アッバス・キアロスタミ監督は私の大好きな監督だった。
プロの俳優を起用せず市井の人々を起用する。演技直前まで役者たちに脚本を見せないという独自な作法で有名であった。
ドキュメンタリータッチの作品は哲学的、文学的、そして宗教的であった。
映像は詩情豊かな自然派であった。小津安二郎監督に強い影響を受けたという監督であった。週末にTSUTAYAに行ってこの監督の作品をあるだけ借りてきて見ようと思っている。

アカデミー監督賞を受賞した巨匠マイケル・チミノ監督も死去してしまった。
名作「ディア・ハンター」を観てない映画ファンはいないだろう。
ベトナム戦争時あのロシアンルーレットの恐怖感を思い出すだろう。
ベトナム人たちが喚き、叫び、怒鳴り、水中に入れられたアメリカ兵を引きずり出して拳銃をコメカミに当て引き金を引く。死ぬか生きるかに金を賭ける。

上映後ロシアンルーレットは有名となった。
野菜のレンコンのような穴の中に銃弾を一発入れてルーレットのようにクルクル回すのだ。
リボルバー式の拳銃をある業界では通称“レンコン”という、また拳銃そのものを“親”といい、弾を“子”という。
親と子を持って来いと言えば、拳銃に弾を入れて持って来いとなる。
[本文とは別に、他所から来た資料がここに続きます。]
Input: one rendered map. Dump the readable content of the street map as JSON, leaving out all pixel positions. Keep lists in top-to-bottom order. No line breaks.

また通称“鉄”ともいう。

数ある映画の中で、マイケル・チミノほど拳銃の恐怖を象徴的に描いた監督はいない。
短銃とかピストルの映画はある。西部劇の拳銃はマンガか劇画だ。
週末やはりマイケル・チミノの映画も借りてこよう。
大成功と大失敗の評価がある大作「天国の門」は空前にして絶後の映画だ。

夜十二時四十二分四十四秒、テレビからスガシカオの名曲が流れている。
♪〜あと一歩だけ、前に進もう(プロフェッショナルの主題歌)。
チャンネルを変えると、梅沢富美男が出ている。大の吉永小百合ファンで、日々サユリさんはどんなオシリをしていて、どんなパンティをはいているのだろうと妄想しているとか、サユリさんはスイミングが大好き、いっそサユリさんが泳いだプールの水を飲んでしまいたいと真顔でしゃべっている。
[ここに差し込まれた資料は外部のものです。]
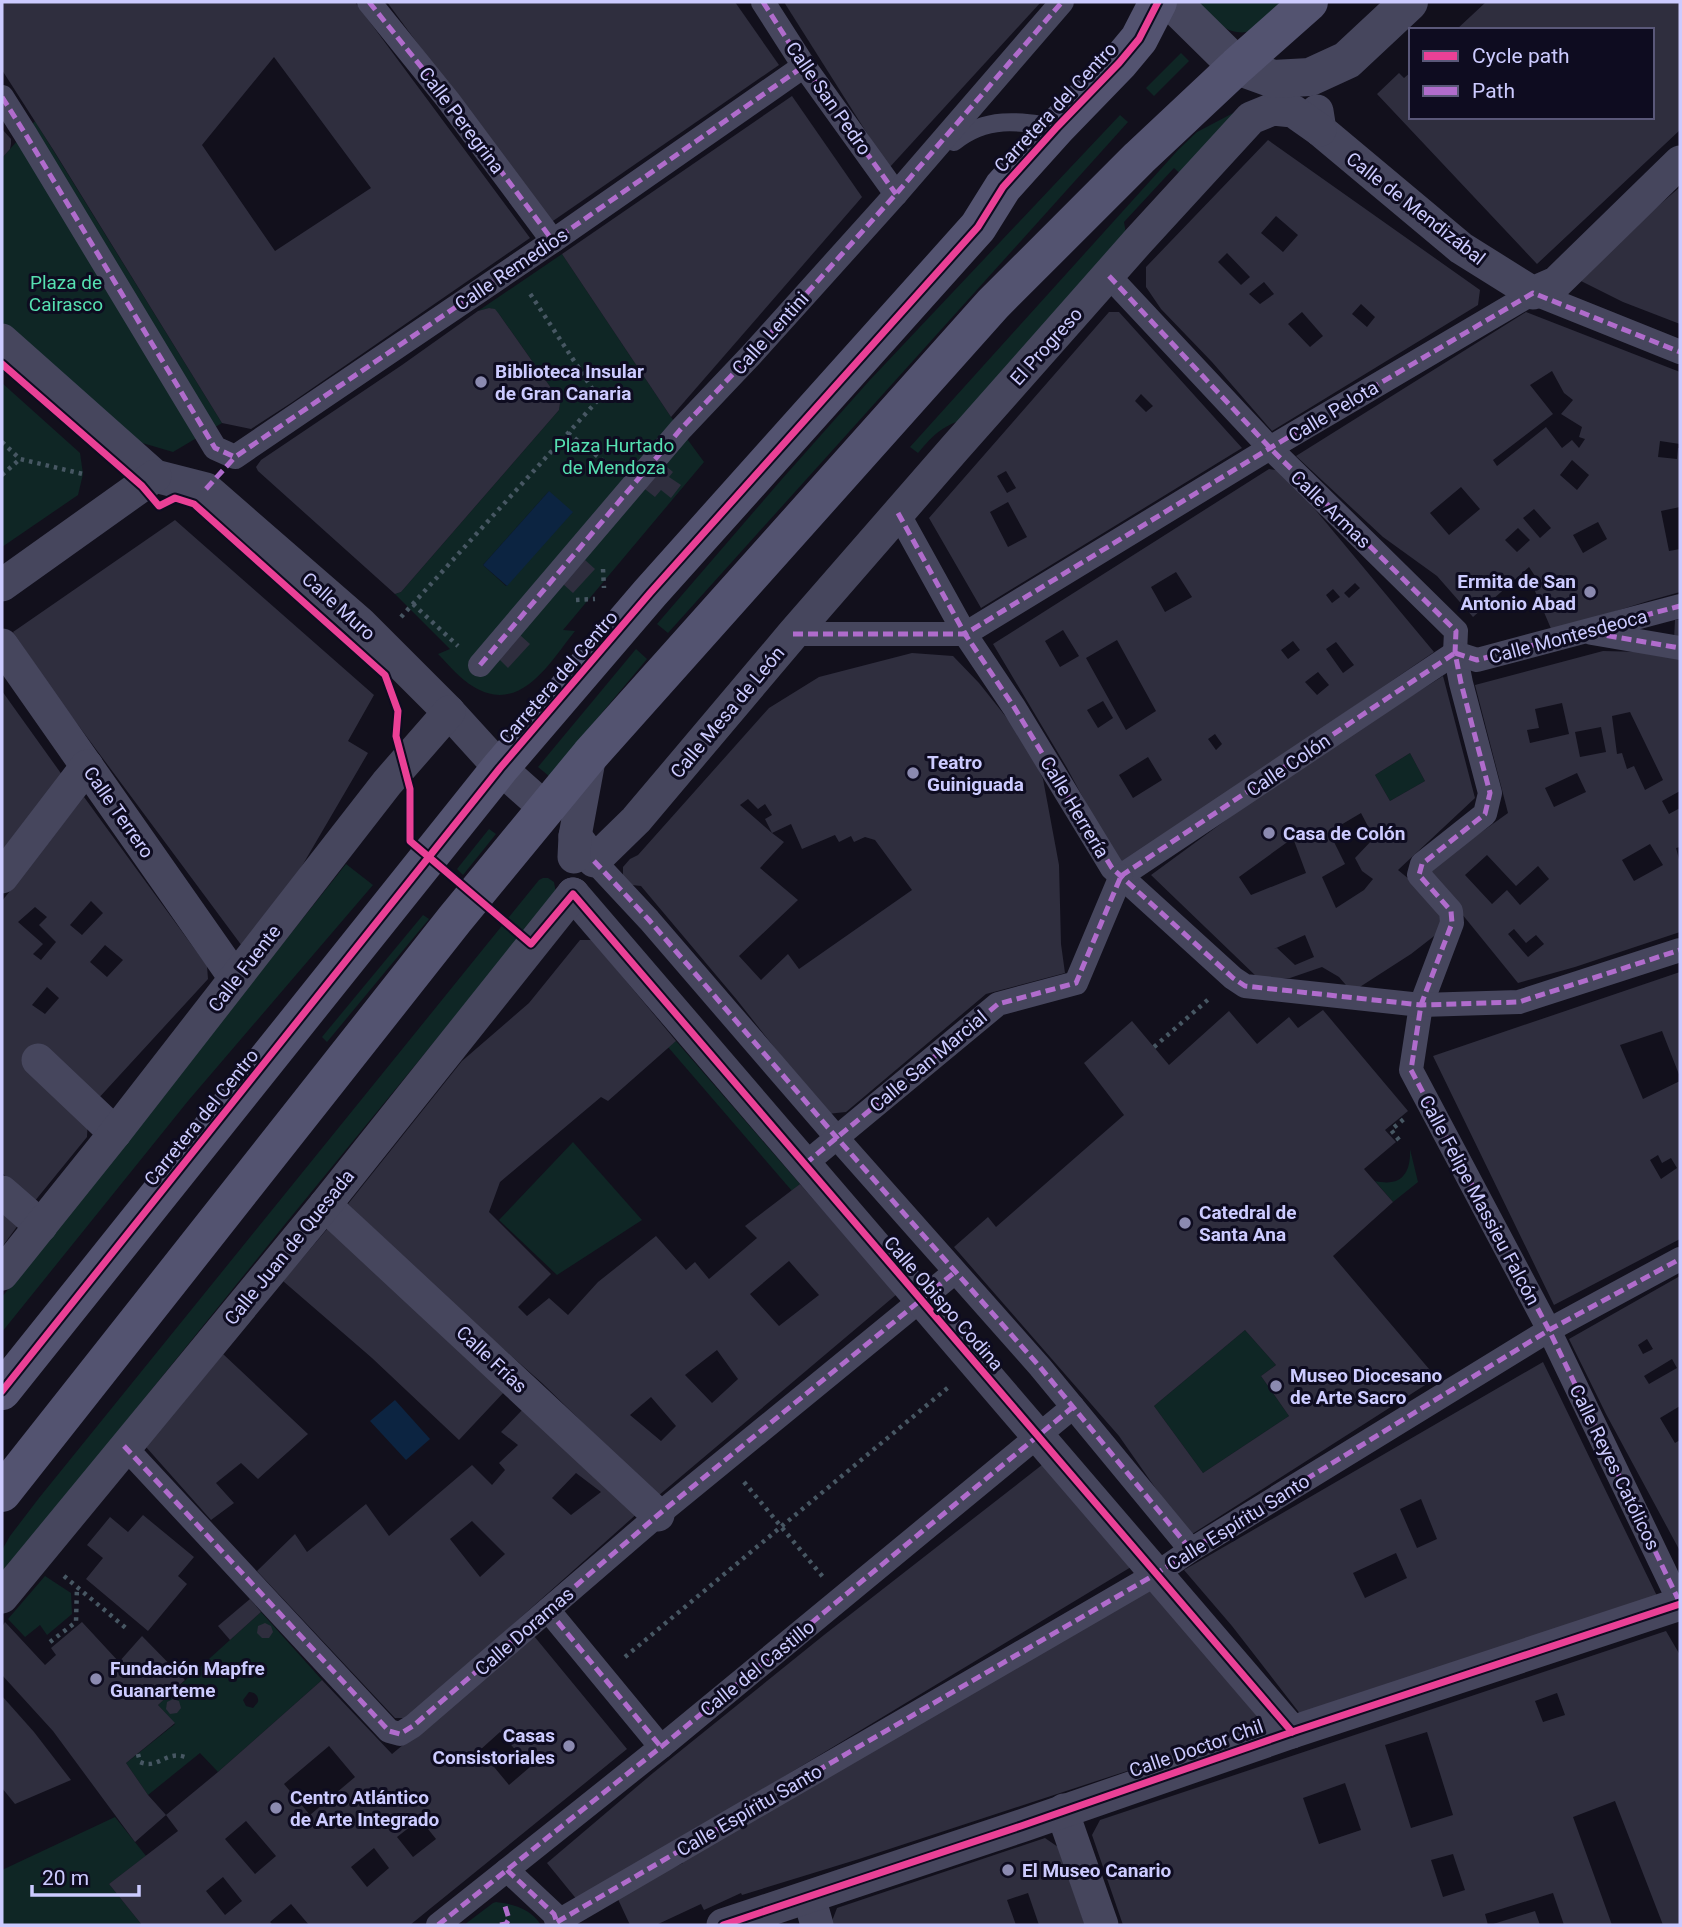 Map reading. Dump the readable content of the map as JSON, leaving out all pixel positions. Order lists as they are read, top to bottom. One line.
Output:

心に重いものを抱えて帰った夜は、いつものグラスで一杯だ。
今夜は強めのウィスキーのロックだ。
お世話になっている山形出身の社長さんが、桜桃を送ってくれた。
うですサクランボです。夜の最後に冷えたサクランボの味なんて、アッバス・キアロスタミ監督への献杯だな。明日はあと一歩前へ進もうと思った。